Impacts on hepatitis B virus replication by gene engineering at apical loop region of capsid protein.
- Author:
Jiangyan CHEN
;
Rong HUANG
;
Ying TAO
;
Yuan HUANG
;
Yingying LUO
;
Ailong HUANG
;
Jieli HU
- Publication Type:Journal Article
- MeSH:
Capsid Proteins;
genetics;
Cloning, Molecular;
Genetic Engineering;
methods;
Green Fluorescent Proteins;
biosynthesis;
genetics;
HEK293 Cells;
Hepatitis B Core Antigens;
biosynthesis;
genetics;
Hepatitis B virus;
genetics;
physiology;
Humans;
Mutation;
Recombinant Fusion Proteins;
biosynthesis;
genetics;
Transfection;
Virus Replication
- From:
Chinese Journal of Biotechnology
2013;29(11):1663-1671
- CountryChina
- Language:Chinese
-
Abstract:
Hepatitis B virus (HBV) DNA replication takes place in the viral capsid that consists of 180 or 240 copies of HBV capsid (HBc or core) protein.
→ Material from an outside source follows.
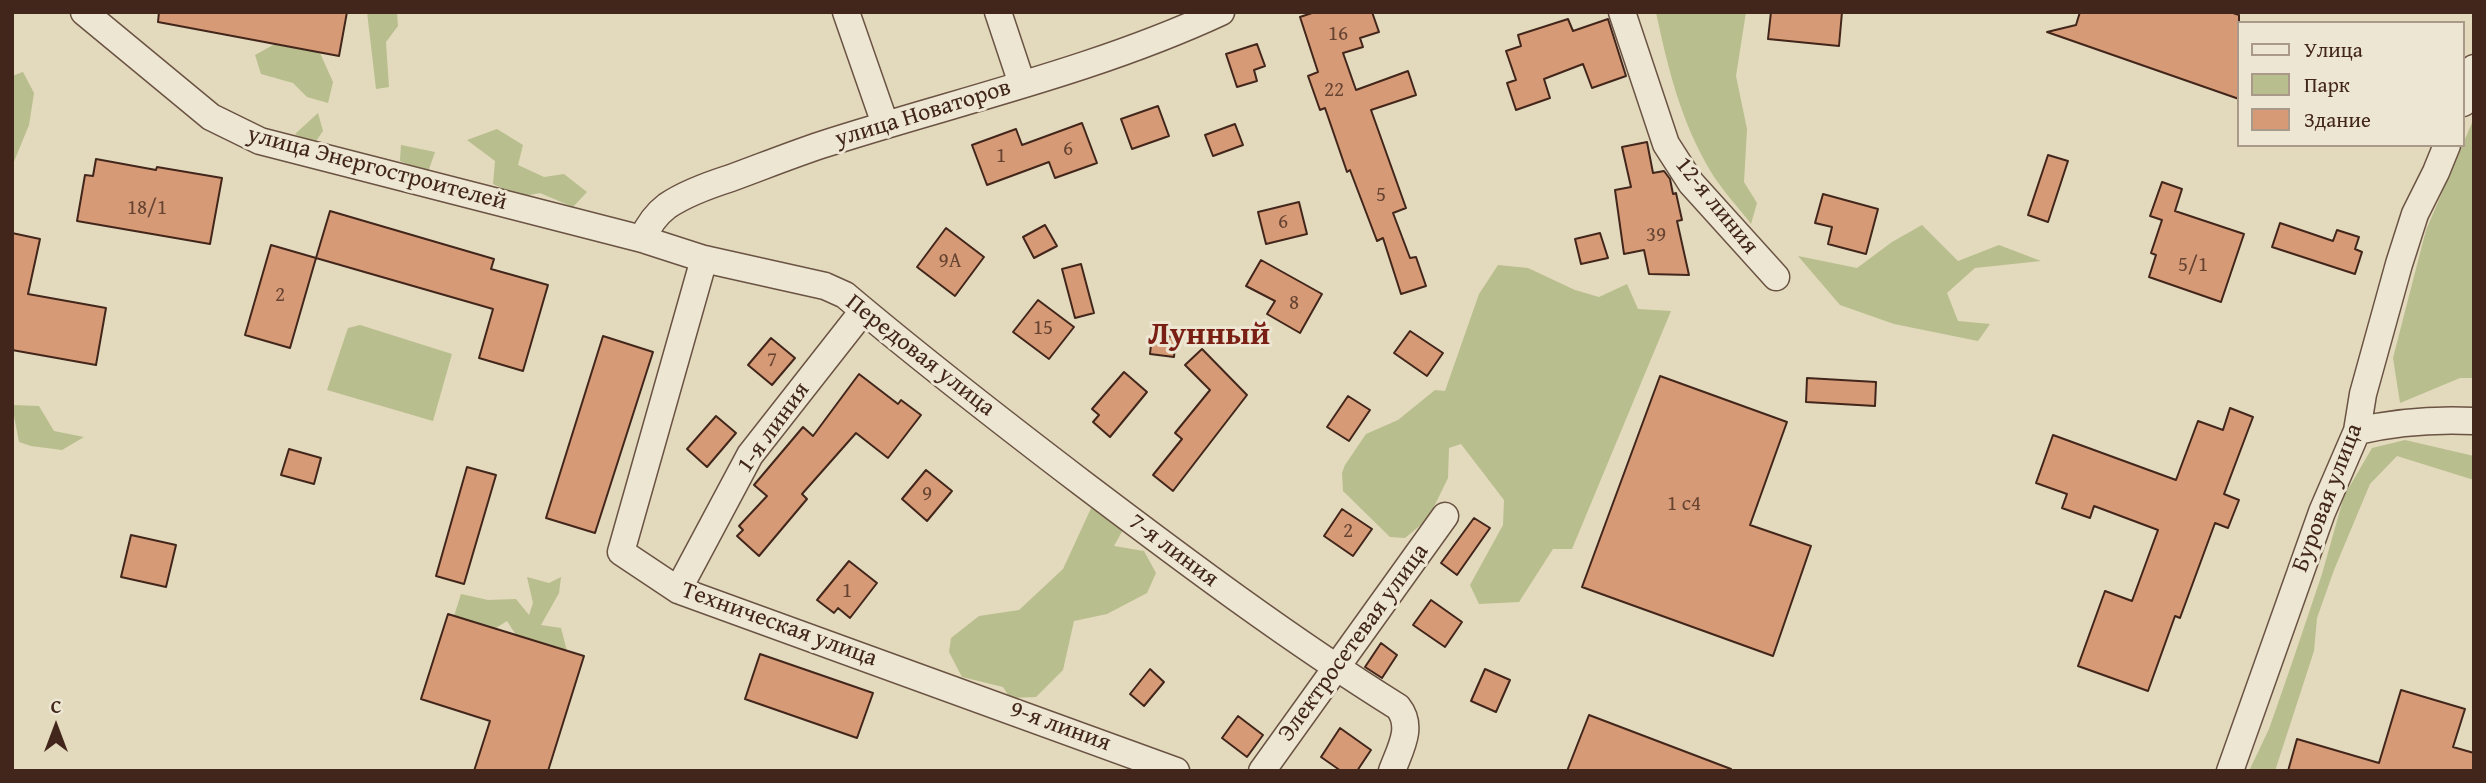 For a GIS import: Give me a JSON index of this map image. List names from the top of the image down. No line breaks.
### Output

The monomeric core protein contains an apical loop region that forms the spikes on the surface of viral capsid upon core dimerization and capsid assembly. To investigate the impact on HBV DNA replication through gene engineering at the spike of HBV capsid. plasmids expressing engineered HBc with linker-fused enhanced green fluorescent protein (EGFP) or shortened EGFP insertion at the spike region were constructed by Restriction Digestion and Ligation-independent Cloning (RLIC). The wildtype or mutant HBc construct was cotransfected with HBV1.1c(-), a plasmid containing 1.1 unit-length HBV genome with deficiency in HBc expression, into HEK293 cells, respectively. GFP signal was observed through a fluorescence microscope and HBV DNA replicative intermediates were assayed by Southern blotting to determine the expression and functions of different recombinants. Our results demonstrated that the RLIC method was effective to generate deletion or insertion in the apical loop region of HBc. Both HBc-EGFP recombinants with different linkers produced green fluorescence but with different subcellular distribution pattern. However, HBV DNA replication was not detected with the trans-complementation of these two HBc recombinants. In addition, other recombinants including the one only with the deletion of aa79-80 failed to support HBV replication. Taken together, our results suggest that RLIC is a robust method which can be broadly applied in gene engineering; different peptide linkers may have different influences on the functions of an engineered fusion protein; and HBc aa79-80 play a critical role for HBc to support HBV DNA replication.